21 | [೫]

4K 723 25
                                    

"Pitaloka, ini Kangmas." 

Kala menatap pendar iris yang tak dapat diterjemahkan itu, Hayam benar-benar menjadi tak berdaya. Melihat bagaimana cara gadis itu yang mundur ketakutan saat tangan Hayam berusaha meraih jemarinya, membuat ia meneguk ludah dengan putus asa. 

Hayam kembali memandangi bagaimana kesederhanaan sebuah kemben dan jarit lusuh membalut rapi tubuh Pitaloka yang bersinar. Air mata Hayam tak dapat lagi terbendung ketika ia menemukan segores bekas luka pada lengan kanan gadis itu. Selendang yang dipakainya kini bahkan terlihat seperti sehelai daun yang dapat diterbangkan angin sewaktu-waktu. 

Apakah selama ini Pitaloka makan dengan baik? Apakah Pitaloka tidur cukup? Apakah Pitaloka mendapatkan segala sesuatu yang ia butuhkan? Apakah Pitaloka tak kedinginan setiap malam? 

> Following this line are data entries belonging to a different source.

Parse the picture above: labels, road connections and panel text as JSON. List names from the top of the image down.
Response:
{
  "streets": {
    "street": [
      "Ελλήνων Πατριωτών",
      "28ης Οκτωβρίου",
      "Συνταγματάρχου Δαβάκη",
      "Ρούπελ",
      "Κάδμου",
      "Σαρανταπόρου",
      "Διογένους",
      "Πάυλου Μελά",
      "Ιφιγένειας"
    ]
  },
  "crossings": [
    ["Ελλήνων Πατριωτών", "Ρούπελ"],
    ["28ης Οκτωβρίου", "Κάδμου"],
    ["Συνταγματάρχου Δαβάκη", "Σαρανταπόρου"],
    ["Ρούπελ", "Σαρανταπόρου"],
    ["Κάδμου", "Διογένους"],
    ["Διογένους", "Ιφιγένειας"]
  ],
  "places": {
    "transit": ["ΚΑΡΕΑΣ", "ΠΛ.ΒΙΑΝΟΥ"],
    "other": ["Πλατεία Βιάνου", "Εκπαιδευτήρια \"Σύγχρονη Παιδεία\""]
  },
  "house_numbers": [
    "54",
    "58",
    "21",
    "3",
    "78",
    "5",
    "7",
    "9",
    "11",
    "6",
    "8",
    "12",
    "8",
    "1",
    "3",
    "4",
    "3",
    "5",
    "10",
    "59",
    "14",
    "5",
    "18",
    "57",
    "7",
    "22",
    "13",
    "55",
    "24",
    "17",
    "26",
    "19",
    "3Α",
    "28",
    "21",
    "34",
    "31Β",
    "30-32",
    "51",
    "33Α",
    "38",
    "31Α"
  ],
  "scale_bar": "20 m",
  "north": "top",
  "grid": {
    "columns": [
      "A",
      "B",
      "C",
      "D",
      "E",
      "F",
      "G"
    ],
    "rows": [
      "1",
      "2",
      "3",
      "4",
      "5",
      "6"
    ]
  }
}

Lihat saja bagaimana sebuah gubuk tua menjadi satu-satunya tempat berlindung yang ia punya. Hayam, apakah kau yakin jika kau belum mendapatkan semua jawaban atas pertanyaan-pertanyaanmu barusan? 

Hati Hayam begitu mencelos. Apa saja yang sudah gadis itu lewati sendirian selama kurun waktu 1 tahun ini? 

Pitaloka ingin sekali membuka bibirnya yang sedari tadi terasa kelu untuk berucap. Perlahan ia memberanikan diri untuk melangkahkan kakinya mendekat pada Hayam, pada pria yang seharusnya bisa menghias hari-harinya dengan secercah harsa. 

Namun, ia kontak terkejut ketika Hayam bersimpuh di hadapannya. Pria itu menundukkan kepala. Seorang raja negara adidaya yang diberkati oleh seluruh Majapahit itu baru saja bersujud pada Pitaloka. 

"Adakah yang bisa kulakukan untuk menebus dosaku?" 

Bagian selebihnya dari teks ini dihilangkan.